A window opens up to the outdoors, serving drinks to the queues that form outside waiting to be seated, as this small restaurant does not take reservations. Arrive very late for lunch or very early for dinner (early for dinner, in Portugal, means 7pm, mind you), and you should have no problem securing a table. Later than that and it fills up quickly. You might, however, actually enjoy waiting outside, as Cevicheria serves typical South American drinks through its window to the outside, and you won’t be disappointed. Pisco is the talk of the town right now, and for good reason – this typical drink made of peruvian aguardiente, lime juice, sugar syrup, egg whites and a dash of angostura bitter is perfect for Lisbon’s warm summer nights, and hanging out with crowds of locals that flock to Príncipe Real for a sunset drink is always an enjoyable experience.

Having opened its doors in the final days of 2014, Cevicheria is not exclusively a Peruvian restaurant, nor does the menu revolve solely around Ceviche.
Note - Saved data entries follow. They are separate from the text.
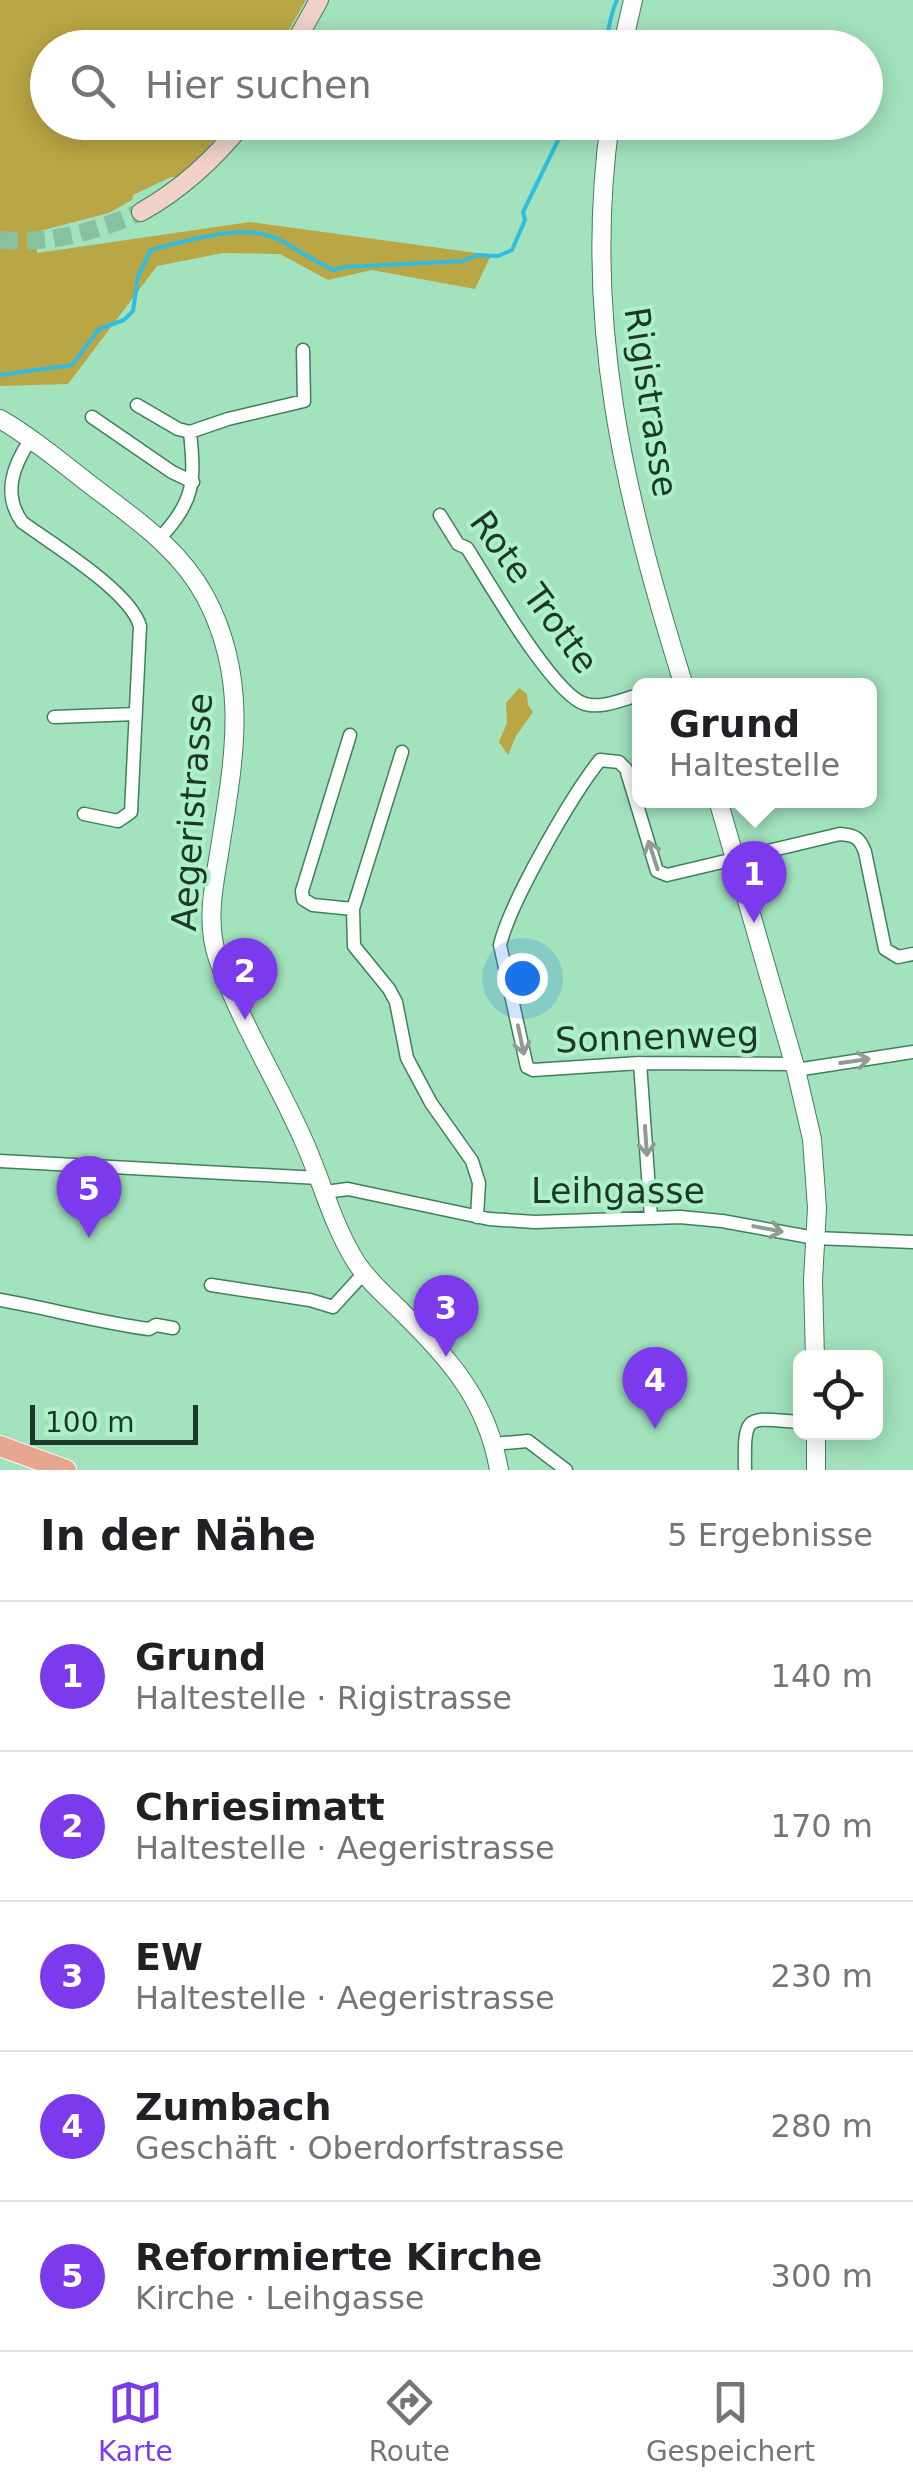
<!DOCTYPE html>
<html lang="de">
<meta charset="utf-8">
<style>
:root{--surface:#fff;--page:#f6f6f6;--text:#202124;--muted:#757577;--line:#e0e0e0;--accent:#7c3aed}
body{margin:0;font-family:"DejaVu Sans",sans-serif;background:var(--page);color:var(--text)}
.controls{position:absolute;right:30px;bottom:30px;display:grid;overflow:hidden;border-radius:15px;box-shadow:0 5px 25px #0003}
.controls button{width:90px;height:90px;display:grid;place-items:center;padding:0;border:0;border-bottom:2px solid var(--line);background:var(--surface);color:var(--text);font:50px sans-serif}
.scale{position:absolute;left:30px;bottom:25px;width:168px;box-sizing:border-box;padding-left:10px;border:5px solid #1d3829;border-top:0;font-size:28px;line-height:35px;white-space:nowrap;color:#1d3829;-webkit-text-stroke:8px #aef0ca;paint-order:stroke}
.you{position:absolute;left:522px;top:978px;width:35px;height:35px;margin:-25px;border:8px solid #fff;border-radius:50%;background:#1a73e8;box-shadow:0 0 0 15px #1a73e833}
.badge{display:grid;place-items:center;width:65px;height:65px;border-radius:50%;background:var(--accent);color:#fff;font-size:32px;font-weight:700}
.pin{position:absolute;translate:-50% -82px;filter:drop-shadow(0 2px 5px #0008)}
.pin::after{content:'';position:absolute;top:52px;width:35px;height:30px;background:inherit;clip-path:polygon(0 0,100% 0,50% 100%)}
.popup{position:absolute;left:632px;top:678px;width:245px;height:130px;box-sizing:border-box;display:grid;place-content:center;border-radius:15px;background:var(--surface);filter:drop-shadow(0 2px 8px #0005);font-size:32px;white-space:nowrap;color:var(--muted)}
.popup b{font-size:38px;color:var(--text)}
.popup::after{content:'';position:absolute;left:50%;top:100%;margin-left:-20px;border:20px solid transparent;border-top-color:var(--surface)}
.list{margin:0;padding:0;list-style:none}
h2{display:flex;justify-content:space-between;align-items:center;height:130px;margin:0;padding:0 40px;font-size:42px}
h2 small{font-size:32px;font-weight:400;color:var(--muted)}
.list li{display:grid;grid-template-columns:65px 1fr auto;gap:30px;align-items:center;box-sizing:border-box;height:150px;padding:0 40px;border-top:2px solid var(--line)}
.list b{display:block;font-size:38px;white-space:nowrap}
.list p{margin:0;font-size:32px;white-space:nowrap;color:var(--muted)}
.list em{font-size:32px;font-style:normal;color:var(--muted)}
.icon{flex:none;width:55px;height:55px;fill:none;stroke:currentColor;stroke-width:2;stroke-linecap:round;stroke-linejoin:round}
.map{position:relative;flex:none;width:913px;height:1470px;overflow:hidden}
.search{position:absolute;background:var(--surface);box-shadow:0 5px 25px #0003;left:30px;right:30px;top:30px;height:110px;display:flex;align-items:center;gap:25px;box-sizing:border-box;padding:0 35px;border-radius:55px;color:var(--muted);font-size:38px}
.sheet{height:880px;background:var(--surface)}
nav{display:flex;justify-content:space-around;align-items:center;box-sizing:border-box;height:140px;border-top:2px solid var(--line);background:var(--surface);font-size:28px;color:var(--muted)}
nav a{display:grid;justify-items:center;gap:5px}
nav .on{color:var(--accent)}
.map>svg:first-child{display:block}
.green{fill:#b9a644}
.lines{fill:none;stroke-linecap:round;stroke-linejoin:round}
.stream{stroke:#30bde0;stroke-width:4}
.secondary-tunnel{stroke:#87c19f;stroke-width:18;stroke-dasharray:18 9;stroke-linecap:butt}
.minor-casing{stroke:#407f5e;stroke-width:15}
.tertiary-casing{stroke:#407f5e;stroke-width:20}
.secondary-casing{stroke:#407f5e;stroke-width:20}
.primary-casing{stroke:#fff;stroke-width:22}
.minor{stroke:#fff;stroke-width:12}
.tertiary{stroke:#fff;stroke-width:18}
.secondary{stroke:#f2d2c8;stroke-width:18}
.primary{stroke:#e6a690;stroke-width:20}
.oneway{stroke:#8e9c94}
.labels{text-anchor:middle;stroke-width:8;stroke-linejoin:round;paint-order:stroke}
.street-label{font-size:35px;fill:#1d3829;stroke:#aef0ca}
</style>
<div class="map">
<svg width="913" height="1470" viewBox="0 0 913 1470">
<rect width="100%" height="100%" fill="#a2e3bd"/>
<path class="green" d="M0,0H306L279,47L48,48V122L231,123L180,177H171L133,195L132,200L109,213L36,232L37,253L250,222L491,255L475,289L372,270L328,280L280,254L223,253L157,266L68,384L0,386Z
M519,688L527,694L528,705L533,712L516,736L508,755L499,742L507,723L506,703Z"/>
<g class="lines">
<path class="stream" d="M603,48C610,31 609,16 617,0
M0,375L72,365L99,329L124,320L133,311L138,276L151,250C187,241 242,222 278,239C297,249 314,262 334,270L345,267L463,261L478,255L498,256L512,250L525,220L523,212L567,122"/>
<path class="secondary-tunnel" d="M0,240C51,244 94,232 141,212"/>
<defs>
<path id="minor" d="M137,405L178,429L190,432
M92,417L172,472L193,482
M31,439C13,465 2,494 22,522C53,545 130,591 140,626L131,812L118,821L84,814
M440,515L458,544L467,548C487,579 553,695 585,704C602,709 623,699 639,695
M160,538C195,501 195,481 190,432L228,419L304,401L303,350
M54,717L136,714
M350,735L302,891L303,899L313,905L353,909
M402,752L353,909L354,946L389,989L396,1002L407,1058L431,1103L472,1161L479,1183L477,1217
M640,1063L651,1218
M794,1064L640,1063L533,1070L527,1067L500,945C510,902 572,795 600,760L619,762L626,769L657,871L667,875L840,834C855,835 860,838 865,852L885,949L898,957L913,954
M796,1070L913,1052
M0,1161L319,1178
M325,1192L348,1189L489,1219L535,1222L680,1217L722,1221L815,1238L913,1242
M211,1285L310,1300L333,1307L364,1273
M0,1300C51,1309 98,1322 149,1329L156,1325L173,1328
M492,1444L528,1441L566,1470
M745,1470C744,1412 746,1418 800,1422"/>
<path id="tertiary" d="M622,48L633,0
M610,122C582,322 625,497 684,686
M0,419C33,438 62,463 92,486C134,518 179,548 205,596C251,682 233,763 219,854C213,889 206,925 218,959C240,1021 275,1077 302,1137C321,1178 332,1224 356,1262C368,1281 386,1296 402,1312C450,1360 487,1400 499,1470
M718,800L796,1070L812,1139L817,1208L813,1280L815,1358
M816,1432V1470"/>
<path id="secondary" d="M292,48L319,0
M141,212C182,189 214,160 244,122"/>
<path id="primary" d="M0,1446L66,1470"/>
</defs>
<use href="#minor" class="minor-casing"/>
<use href="#tertiary" class="tertiary-casing"/>
<use href="#secondary" class="secondary-casing"/>
<use href="#primary" class="primary-casing"/>
<use href="#minor" class="minor"/>
<use href="#tertiary" class="tertiary"/>
<use href="#secondary" class="secondary"/>
<use href="#primary" class="primary"/>
</g>
<defs><path id="oneway-shaft" d="M-6 0H5M1.5-3L5.5 0L1.5 3" fill="none" stroke-width="1.6" stroke-linecap="round" stroke-linejoin="round" transform="scale(2.5)"/></defs>
<g class="oneway">
<use href="#oneway-shaft" transform="translate(653 855) rotate(-108)"/>
<use href="#oneway-shaft" transform="translate(521 1040) rotate(78)"/>
<use href="#oneway-shaft" transform="translate(855 1061) rotate(-8)"/>
<use href="#oneway-shaft" transform="translate(646 1141) rotate(86)"/>
<use href="#oneway-shaft" transform="translate(768 1229) rotate(11)"/>
</g>
<g class="labels">
<g class="street-label">
<text transform="translate(651 402) rotate(81)" y="12">Rigistrasse</text>
<text transform="translate(534 592) rotate(54)" y="12">Rote Trotte</text>
<text transform="translate(192 812) rotate(-86)" y="12">Aegeristrasse</text>
<text transform="translate(657 1037) rotate(-2)" y="12">Sonnenweg</text>
<text x="618" y="1203">Leihgasse</text>
</g>
</g>
</svg>
<div class="controls">
<button><svg class="icon" aria-label="locate" viewBox="0 0 24 24"><circle cx="12" cy="12" r="6"/><path d="M12 2v4M12 18v4M2 12h4M18 12h4"/></svg></button>
</div>
<div class="scale">100 m</div>
<div class="you"></div>
<div class="pin badge" style="left:754px;top:923px">1</div>
<div class="popup"><b>Grund</b>Haltestelle</div>
<div class="pin badge" style="left:245px;top:1020px">2</div>
<div class="pin badge" style="left:446px;top:1357px">3</div>
<div class="pin badge" style="left:655px;top:1429px">4</div>
<div class="pin badge" style="left:89px;top:1238px">5</div>
<div class="search"><svg class="icon" aria-label="search" viewBox="0 0 24 24"><circle cx="10" cy="10" r="6"/><path d="M15 15l6 6"/></svg>Hier suchen</div>
</div>
<section class="sheet">
<h2>In der Nähe<small>5 Ergebnisse</small></h2>
<ul class="list">
<li><span class="badge">1</span><div><b>Grund</b><p>Haltestelle · Rigistrasse</p></div><em>140 m</em></li>
<li><span class="badge">2</span><div><b>Chriesimatt</b><p>Haltestelle · Aegeristrasse</p></div><em>170 m</em></li>
<li><span class="badge">3</span><div><b>EW</b><p>Haltestelle · Aegeristrasse</p></div><em>230 m</em></li>
<li><span class="badge">4</span><div><b>Zumbach</b><p>Geschäft · Oberdorfstrasse</p></div><em>280 m</em></li>
<li><span class="badge">5</span><div><b>Reformierte Kirche</b><p>Kirche · Leihgasse</p></div><em>300 m</em></li>
</ul>
</section>
<nav>
<a class="on"><svg class="icon" aria-label="map" viewBox="0 0 24 24"><path d="M3 6l6-2 6 2 6-2v14l-6 2-6-2-6 2zM9 4v14M15 6v14"/></svg>Karte</a>
<a><svg class="icon" aria-label="directions" viewBox="0 0 24 24"><path d="M12 3l9 9-9 9-9-9zM9 14v-3h6M13 9l2 2-2 2"/></svg>Route</a>
<a><svg class="icon" aria-label="saved" viewBox="0 0 24 24"><path d="M7 4h10v16l-5-4-5 4z"/></svg>Gespeichert</a>
</nav>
As is with Chef Kiko’s restaurants, he draws inspiration from his travels and summons ingredients and techniques from all over the world, including in this restaurant trends from as far and wide as Asia and South America, to as close to home as Portugal. Taking Peru and ceviche as a starting point, the menu includes 4 types of ceviches, but stretches to include 3 causes (another typical south-american dish), 2 quinotos (risottos, but with quinoa instead of rice), an empanada, a meat taco, a duck croquette and a mini-sandwich. However, none of the descriptions really do the dishes justice – you have to try them for yourself. In typical tapas fashion, the food here is best enjoyed when shared, and that’s why you can try about half of the menu at once; which is, truly, a huge plus.

The “pure” ceviche is our favourite of the bunch, with fish (grouper, corvina or permit) cooked in lime juice, accompanied by purple onion, malagueta pepper and sweet potato puree, and is, according to Chef Kiko, his interpretation of the original dish, and the closest to what you’d get in Peru. The others include one with codfish, where the Portuguese influence comes into play, and the lime juice is substituted by rosemary vinegar, with olives and chickpea puree, a salmon ceviche with mango and orange, bringing in the tropical influences and a more asian tuna ceviche, with algae and kimchi.

As he does with the ceviche, Chef Kiko plays around with flavours and textures in the causes – a typical dish comprising of potato puree, usually filled with tuna and eggs. One of the causes is also with codfish, another uses salmon, but our favourite uses european lobster, with black potato puree (normal puree with cuttlefish black ink) and avocado puree.

The menu also includes quinotos – quinoa cooked like a risotto. One with octopus, ham and peas, and another “sea quinoto”, our favourite, with algae, mussels, shrimp, fish and an oyster and algae foam.

To top it all off, and in typical Portuguese style, there’s a few snacks for those that are still peckish. The beef tartar taco (from Chef Kiko’s other restaurant, O Talho – Portuguese for Butcher Shop) is a life-changing experience – a serious contender for a spot in our favourite tapas ever. A mini-sandwich made of beef and shrimp steak is also available and is sure to please. It’s not really Peruvian, but that won’t really matter.

For dessert, there is some choice, but the highlight has to be the dulce de leche. There is quinotto with guava, there are textured fruits and there are chocolates from South America but boy does the dulce de leche take the prize here. Pleasing both purists and first-time dulce de leche consumers alike, this torta filled with dulce de leche, coconut cream and caramelized pineapple with rum, comes with a large spoonful of dulce de leche smeared onto the side of the plate, so you can enjoy it in its pure, unadulterated form – and it’s absolutely delicious. This will be the part of the meal you won’t want to share with anyone.